There were times, traveling on the Tokyo subway after writing this novel, when I’d fantasize seeing INKlings “out there” in the darkness. I’d imagine them rolling a boulder into the path of the train, cutting off the power, breaking the windows and overrunning the cars, ripping us to shreds with their razor-sharp teeth …

A childish fantasy, admittedly. Yet, like it or not, when news of the Tokyo gas attack reached me, I have to admit those INKlings came to mind: shadowy figures poised waiting just beyond my train window. If I were to give free rein to a very private paranoia, I’d have imagined some causal link between the evil creatures of my creation and those dark underlings who preyed upon the subway commuters. That link, imaginary or not, provided one rather personal reason for writing this book.

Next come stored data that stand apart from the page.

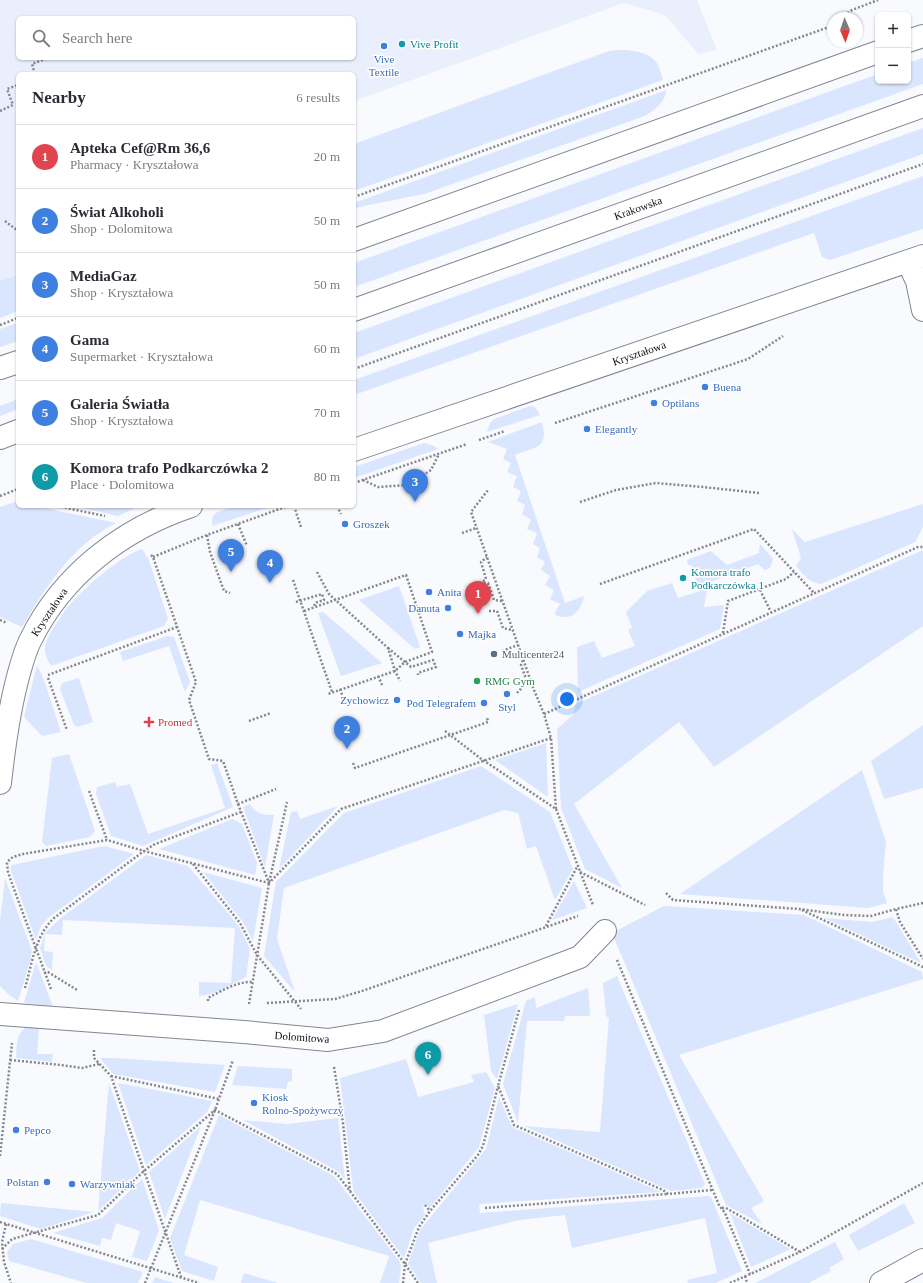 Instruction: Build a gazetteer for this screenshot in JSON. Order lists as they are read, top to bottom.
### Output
{
  "streets": {
    "street": ["Krakowska", "Kryształowa", "Dolomitowa"]
  },
  "places": {
    "other": [
      "Vive Profit",
      "Vive Textile",
      "Buena",
      "Optilans",
      "Elegantly",
      "Groszek",
      "Komora trafo Podkarczówka 1",
      "Anita",
      "Danuta",
      "Majka",
      "Multicenter24",
      "RMG Gym",
      "Styl",
      "Zychowicz",
      "Pod Telegrafem",
      "Kiosk Rolno-Spożywczy",
      "Pepco",
      "Polstan",
      "Warzywniak"
    ],
    "health": ["Promed"]
  },
  "north": "bottom",
  "page": {
    "map_buttons": ["+", "−"],
    "search": "Search here",
    "heading": ["Nearby", "6 results"],
    "list": [
      {
        "mark": "1",
        "name": "Apteka Cef@Rm 36,6",
        "note": "Pharmacy · Kryształowa",
        "value": "20 m"
      },
      {
        "mark": "2",
        "name": "Świat Alkoholi",
        "note": "Shop · Dolomitowa",
        "value": "50 m"
      },
      {
        "mark": "3",
        "name": "MediaGaz",
        "note": "Shop · Kryształowa",
        "value": "50 m"
      },
      {
        "mark": "4",
        "name": "Gama",
        "note": "Supermarket · Kryształowa",
        "value": "60 m"
      },
      {
        "mark": "5",
        "name": "Galeria Światła",
        "note": "Shop · Kryształowa",
        "value": "70 m"
      },
      {
        "mark": "6",
        "name": "Komora trafo Podkarczówka 2",
        "note": "Place · Dolomitowa",
        "value": "80 m"
      }
    ],
    "pins": [
      "3",
      "5",
      "4",
      "1",
      "2",
      "6"
    ]
  }
} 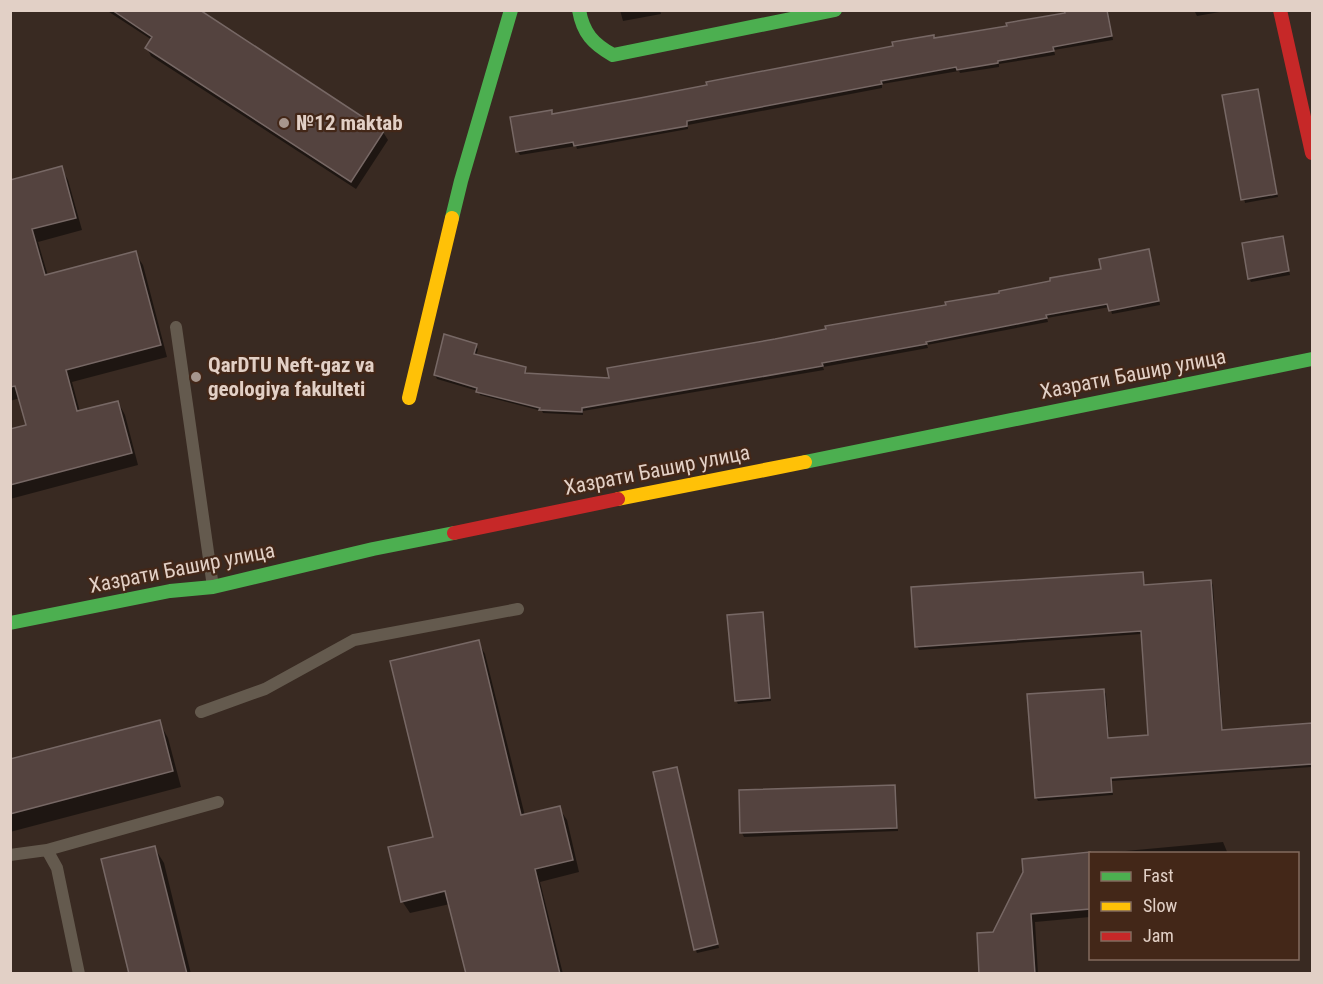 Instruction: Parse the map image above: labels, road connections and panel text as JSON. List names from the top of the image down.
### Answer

I don’t mean to cast the Aum cultists in the role of monsters straight out of the pages of H. P. Lovecraft. That I worked INKlings into
Hard-Boiled
surely says more about the primal fears latent inside me. Whether from my own mind or the collective unconscious, they were a symbolic presence, or else represented danger pure and simple. Never to be disassociated from the dark, always just out of our field of vision. Yet there are times when even we children of sunlight may find comfort in the gentle healing embrace of darkness. We
need the sheltering night. But under no circumstances do we venture further, to open that locked door leading down to the deepest recesses. For beyond unfolds the impenetrably dark narrative of the INKling world.

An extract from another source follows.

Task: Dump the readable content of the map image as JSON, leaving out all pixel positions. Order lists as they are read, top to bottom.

Thus, in the context my own narrative, the five Aum “agents” who punctured those bags of sarin with the sharpened tips of their umbrellas unleashed swarms of INKlings beneath the streets of Tokyo. The mere thought fills me with dread, no matter how simplistic. Yet I have to say it out loud: they should never have done what they did. For whatever reason.

*
The document that became known as the Unabomber manifesto was sent to
The New York Times
and
The Washington Post
in April 1995 by a person called “FC,” identified by the FBI as the Unabomber and implicated in three murders and sixteen bombings. The author threatened to send a bomb to an unspecified destination “with intent to kill” unless one of the newspapers published this manuscript, entitled “Industrial Society and Its Future.” The attorney general and the director of the FBI recommended publication and it appeared in a special supplement in both papers in September 1995. This led David Kaczynski to draw a comparison between the Unabomber and his estranged brother Theodore, who was arrested in April 1996. He was sentenced to life imprisonment in 1998. [Tr.]

PART TWO
THE PLACE THAT WAS PROMISED

“An Old Man Awake In His Own Death”
by Mark Strand

This is the place that was promised
when I went to sleep,
taken from me when I woke.

This is the place unknown to anyone,
where names of ships and stars
drift out of reach.

The mountains are not mountains anymore;
the sun is not the sun.
One tends to forget how it was;

I see myself, I see
the shore of darkness on my brow.
Once I was whole, once I was young …

As if it mattered now
and you could hear me
and the weather of this place would ever cease.

Preface

When I wrote
Underground
I made it a point of principle to avoid reading any of the reports in the media about Aum. I put myself as much as possible in the same situation the victims of the attack found themselves that day: taken totally unaware by some unknown, deadly force.

For this reason I deliberately excluded any Aum viewpoint from
Underground
. I was afraid it would only throw the book out of focus. Above all I wanted to avoid the kind of wishy-washy approach that tries to see the viewpoint of both sides.